The light from the window is shining straight into his face; his eyes are narrowed against the brightness of the light.
“I don’t know.” I shake my head. “It’s just that man I saw. Something about him—the way he was running.”
“Ginnie, it was raining. He probably would be running,” he says, with an edge of impatience.
“But people don’t usually run. Even when it rains.”
“We ran,” he says. “Anyway, he was probably a jogger.”
He’s buttoning up his shirt. He hasn’t held me. I want him to, but it’s too late to ask now.
“He wasn’t dressed like a jogger.” I’m pulling on my tights, but it’s hard to do standing up—I’m struggling to keep my balance. “It was like he was looking for something. I mean, you read these things in magazines. About people hiring private detectives to check up on their partners, and bugging phones and things …”
I see his expression, one eyebrow raised, amused, a bit exasperated.
“I’m probably being silly,” I say.
“I think so,” he says. “Just forget it, OK?”
“I’m sorry,” I say. “That was wonderful, anyway. It always is wonderful. Thank you.” I reach across to kiss him lightly on the lips, but I time it wrong and our mouths clash together abruptly.
Will seems impatient to be gone, to move on to the next thing. I feel how fragile everything is, how easily it can start slipping away from you. I’m angry with this man who came running along the path and disturbed our time together. I wish I’d brought the blanket—then I’d have been lying down and I wouldn’t have known he was there.
After I’ve left Will, I turn my phone back on. There’s a message on my voice mail.
“Ginnie, it’s me.”
Ursula’s voice is high-pitched, too emphatic.
“God, I hate leaving messages on these things. Anyway, Ginnie, it’s to let you know they admitted Mum to hospital this morning. Mary Grayson found her. You know, Mary Grayson next door? I’m afraid Mum had collapsed, Ginnie. Mary went in because she didn’t see her yesterday. She’s on Bentham Ward at the General. They don
’t really know what it is yet, they’re doing some investigations. Visiting’s from three to four, but they said we could go anytime.”
CHAPTER 24
Igo to see her the next day, driving down to Southampton through a clear afternoon. The road goes through the downs, through a landscape of vast, bright fields and gorse with yellow flowers. The motorway is quiet, and I drive at the speed limit almost all the way.

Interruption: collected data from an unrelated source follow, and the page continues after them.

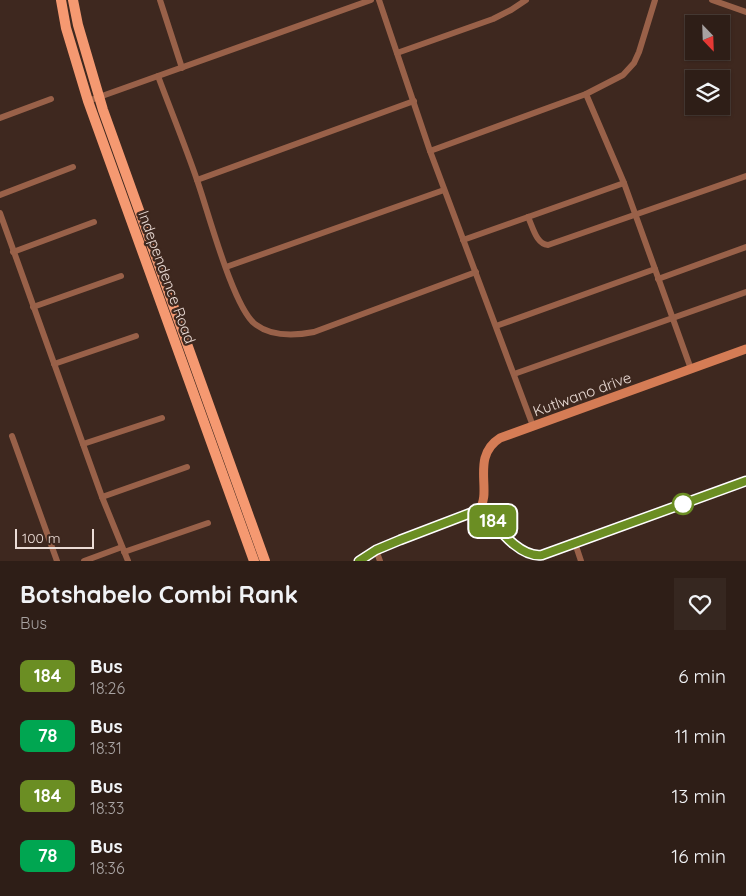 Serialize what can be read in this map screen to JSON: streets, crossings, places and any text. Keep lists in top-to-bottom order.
{
  "streets": {
    "main road": ["Independence Road"],
    "street": ["Kutlwano drive"]
  },
  "lines": ["bus line 184"],
  "scale_bar": "100 m",
  "north": "bottom right",
  "page": {
    "on_map": "184",
    "scale": "100 m",
    "heading": ["Botshabelo Combi Rank", "Bus"],
    "list": [
      {
        "mark": "184",
        "name": "Bus",
        "note": "18:26",
        "value": "6 min"
      },
      {
        "mark": "78",
        "name": "Bus",
        "note": "18:31",
        "value": "11 min"
      },
      {
        "mark": "184",
        "name": "Bus",
        "note": "18:33",
        "value": "13 min"
      },
      {
        "mark": "78",
        "name": "Bus",
        "note": "18:36",
        "value": "16 min"
      }
    ]
  }
}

I get there at three o’clock, as I’ve agreed with Ursula: then waste minutes at the flower stall in the hospital foyer, unable to make up my mind. The daffodils are cheerful, but rather cheap and obvious. The roses suggest my father. The arum lilies seem somehow morbid: I remember a vicar I once knew who always said they made him think of funerals. I stand there incapacitated—every choice seems wrong. This is ridiculous, I tell myself—to come all this way, to drive so fast, then waste precious time struggling with such a trivial decision. I settle for some innocuous tulips, then almost go back to change them.